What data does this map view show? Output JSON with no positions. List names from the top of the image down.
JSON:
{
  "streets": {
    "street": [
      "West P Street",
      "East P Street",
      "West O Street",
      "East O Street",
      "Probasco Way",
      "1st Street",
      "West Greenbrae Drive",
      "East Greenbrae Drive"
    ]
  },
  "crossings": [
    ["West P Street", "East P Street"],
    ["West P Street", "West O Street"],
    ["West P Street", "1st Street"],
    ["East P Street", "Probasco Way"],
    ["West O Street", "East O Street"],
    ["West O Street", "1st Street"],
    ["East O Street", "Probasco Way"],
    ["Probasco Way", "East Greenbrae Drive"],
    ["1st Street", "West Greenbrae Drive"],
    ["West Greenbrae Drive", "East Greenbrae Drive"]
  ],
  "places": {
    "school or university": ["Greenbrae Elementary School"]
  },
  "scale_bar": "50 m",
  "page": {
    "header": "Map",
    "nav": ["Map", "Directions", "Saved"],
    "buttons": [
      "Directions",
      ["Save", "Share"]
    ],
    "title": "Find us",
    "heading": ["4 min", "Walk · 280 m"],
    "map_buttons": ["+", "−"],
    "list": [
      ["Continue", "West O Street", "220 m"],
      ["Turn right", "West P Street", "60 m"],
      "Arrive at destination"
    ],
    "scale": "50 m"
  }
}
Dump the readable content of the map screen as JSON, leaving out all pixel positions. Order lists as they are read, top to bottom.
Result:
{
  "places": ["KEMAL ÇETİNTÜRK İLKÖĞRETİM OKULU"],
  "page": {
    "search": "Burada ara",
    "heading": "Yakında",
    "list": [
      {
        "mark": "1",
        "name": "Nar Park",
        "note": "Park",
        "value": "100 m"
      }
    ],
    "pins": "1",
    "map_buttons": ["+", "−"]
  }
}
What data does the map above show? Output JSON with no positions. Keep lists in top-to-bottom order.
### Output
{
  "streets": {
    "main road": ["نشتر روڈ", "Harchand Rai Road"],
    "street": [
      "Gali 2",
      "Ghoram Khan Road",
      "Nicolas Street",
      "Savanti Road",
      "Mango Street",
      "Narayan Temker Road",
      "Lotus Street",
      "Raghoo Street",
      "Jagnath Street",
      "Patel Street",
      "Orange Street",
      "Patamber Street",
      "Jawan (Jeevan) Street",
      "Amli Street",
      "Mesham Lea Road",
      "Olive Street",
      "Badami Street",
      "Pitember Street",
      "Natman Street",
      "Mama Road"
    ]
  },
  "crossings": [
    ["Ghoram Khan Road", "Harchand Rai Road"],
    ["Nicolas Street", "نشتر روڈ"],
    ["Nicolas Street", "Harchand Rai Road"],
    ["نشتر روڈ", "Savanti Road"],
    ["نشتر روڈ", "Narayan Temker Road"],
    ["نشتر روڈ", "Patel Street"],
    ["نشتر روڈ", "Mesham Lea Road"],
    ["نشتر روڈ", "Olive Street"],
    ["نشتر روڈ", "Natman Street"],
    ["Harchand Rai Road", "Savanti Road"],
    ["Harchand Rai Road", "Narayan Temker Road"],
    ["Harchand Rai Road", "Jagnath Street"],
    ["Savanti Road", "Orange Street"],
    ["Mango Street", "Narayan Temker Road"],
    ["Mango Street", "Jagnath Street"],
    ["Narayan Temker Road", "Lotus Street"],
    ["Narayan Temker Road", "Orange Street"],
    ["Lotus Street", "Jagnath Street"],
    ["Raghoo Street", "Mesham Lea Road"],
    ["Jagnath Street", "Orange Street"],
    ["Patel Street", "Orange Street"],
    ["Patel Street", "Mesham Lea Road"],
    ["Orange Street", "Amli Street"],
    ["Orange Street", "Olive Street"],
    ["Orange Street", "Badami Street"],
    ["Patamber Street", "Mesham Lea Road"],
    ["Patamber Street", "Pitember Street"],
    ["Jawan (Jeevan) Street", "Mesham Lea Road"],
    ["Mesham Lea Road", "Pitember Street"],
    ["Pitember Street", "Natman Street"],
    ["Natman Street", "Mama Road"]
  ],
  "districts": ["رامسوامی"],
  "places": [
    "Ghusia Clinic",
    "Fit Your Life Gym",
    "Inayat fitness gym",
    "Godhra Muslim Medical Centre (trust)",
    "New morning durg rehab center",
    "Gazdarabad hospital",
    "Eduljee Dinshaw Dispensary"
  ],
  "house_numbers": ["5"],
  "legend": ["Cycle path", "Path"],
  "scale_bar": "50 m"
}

***

### EXERCISE INSTRUCTIONS
The expected answer is every line in the data above that carries the string "Output".

### EXERCISE RESULT
What data does this map view show? Output JSON with no positions. List names from the top of the image down.
What data does the map above show? Output JSON with no positions. Keep lists in top-to-bottom order.
### Output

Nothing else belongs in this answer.